- _Directions for this task_
Below are records to transcribe in full and unchanged; omit every picture.

[Saved data entries]
#####
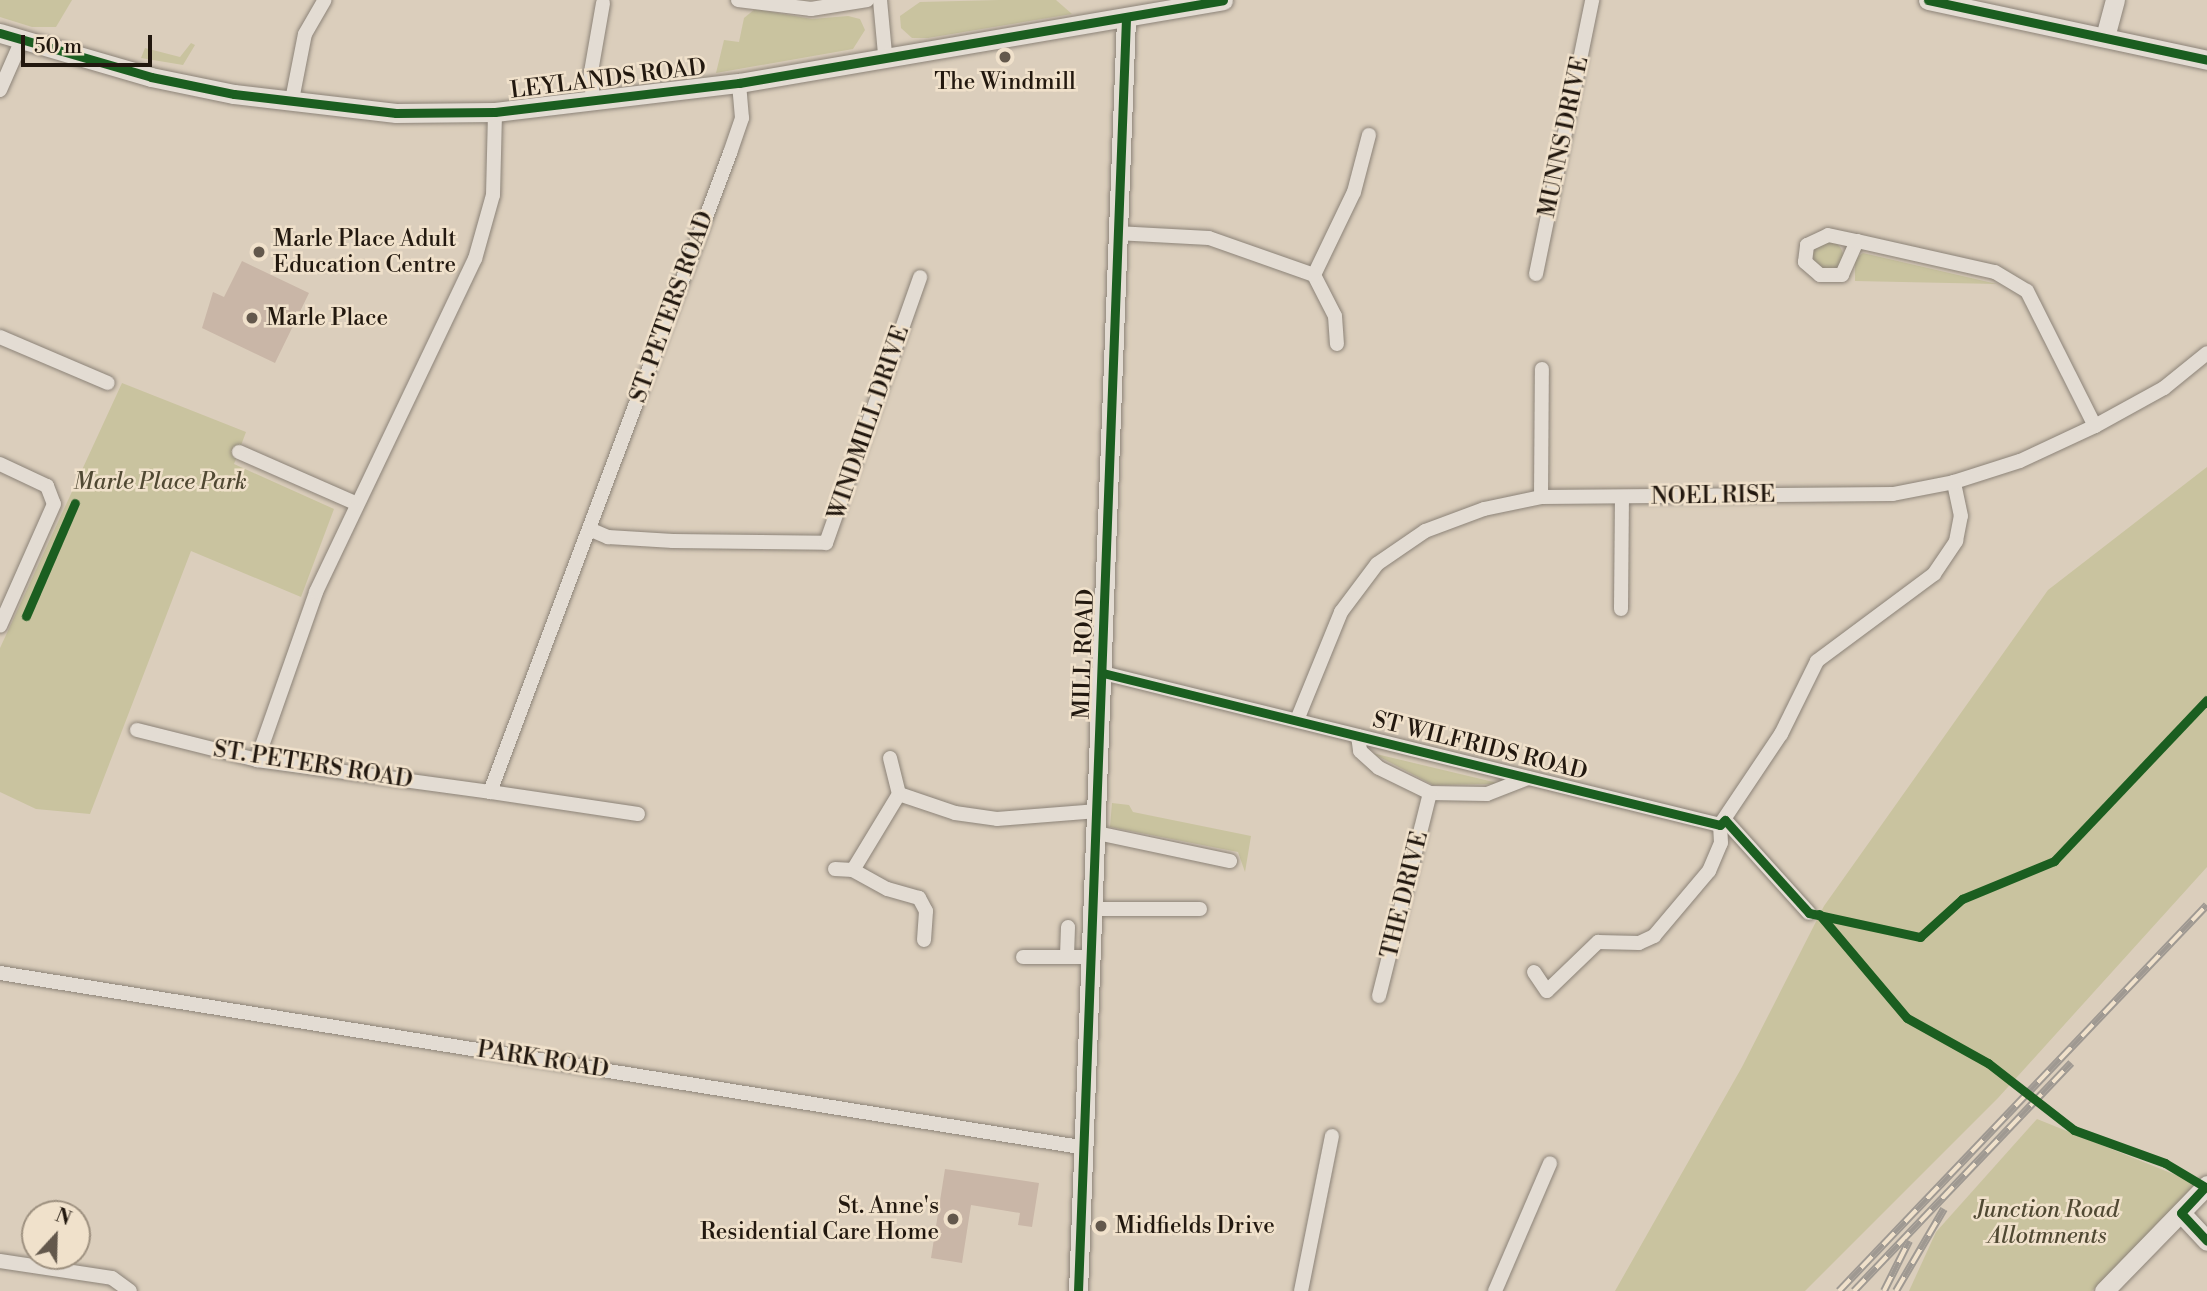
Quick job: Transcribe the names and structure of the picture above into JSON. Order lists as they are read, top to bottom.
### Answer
{
  "streets": {
    "street": [
      "LEYLANDS ROAD",
      "MUNNS DRIVE",
      "ST. PETERS ROAD",
      "WINDMILL DRIVE",
      "NOEL RISE",
      "MILL ROAD",
      "ST WILFRIDS ROAD",
      "THE DRIVE",
      "PARK ROAD"
    ]
  },
  "crossings": [
    ["LEYLANDS ROAD", "ST. PETERS ROAD"],
    ["LEYLANDS ROAD", "MILL ROAD"],
    ["ST. PETERS ROAD", "WINDMILL DRIVE"],
    ["NOEL RISE", "ST WILFRIDS ROAD"],
    ["MILL ROAD", "ST WILFRIDS ROAD"],
    ["MILL ROAD", "PARK ROAD"],
    ["ST WILFRIDS ROAD", "THE DRIVE"]
  ],
  "parks": ["Marle Place Park", "Junction Road Allotmnents"],
  "places": [
    "The Windmill",
    "Marle Place Adult Education Centre",
    "Marle Place",
    "St. Anne's Residential Care Home",
    "Midfields Drive"
  ],
  "scale_bar": "50 m",
  "north": "top"
}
#####
- _Output below_
Quick job: Transcribe the names and structure of the picture above into JSON. Order lists as they are read, top to bottom.
### Answer
{
  "streets": {
    "street": [
      "LEYLANDS ROAD",
      "MUNNS DRIVE",
      "ST. PETERS ROAD",
      "WINDMILL DRIVE",
      "NOEL RISE",
      "MILL ROAD",
      "ST WILFRIDS ROAD",
      "THE DRIVE",
      "PARK ROAD"
    ]
  },
  "crossings": [
    ["LEYLANDS ROAD", "ST. PETERS ROAD"],
    ["LEYLANDS ROAD", "MILL ROAD"],
    ["ST. PETERS ROAD", "WINDMILL DRIVE"],
    ["NOEL RISE", "ST WILFRIDS ROAD"],
    ["MILL ROAD", "ST WILFRIDS ROAD"],
    ["MILL ROAD", "PARK ROAD"],
    ["ST WILFRIDS ROAD", "THE DRIVE"]
  ],
  "parks": ["Marle Place Park", "Junction Road Allotmnents"],
  "places": [
    "The Windmill",
    "Marle Place Adult Education Centre",
    "Marle Place",
    "St. Anne's Residential Care Home",
    "Midfields Drive"
  ],
  "scale_bar": "50 m",
  "north": "top"
}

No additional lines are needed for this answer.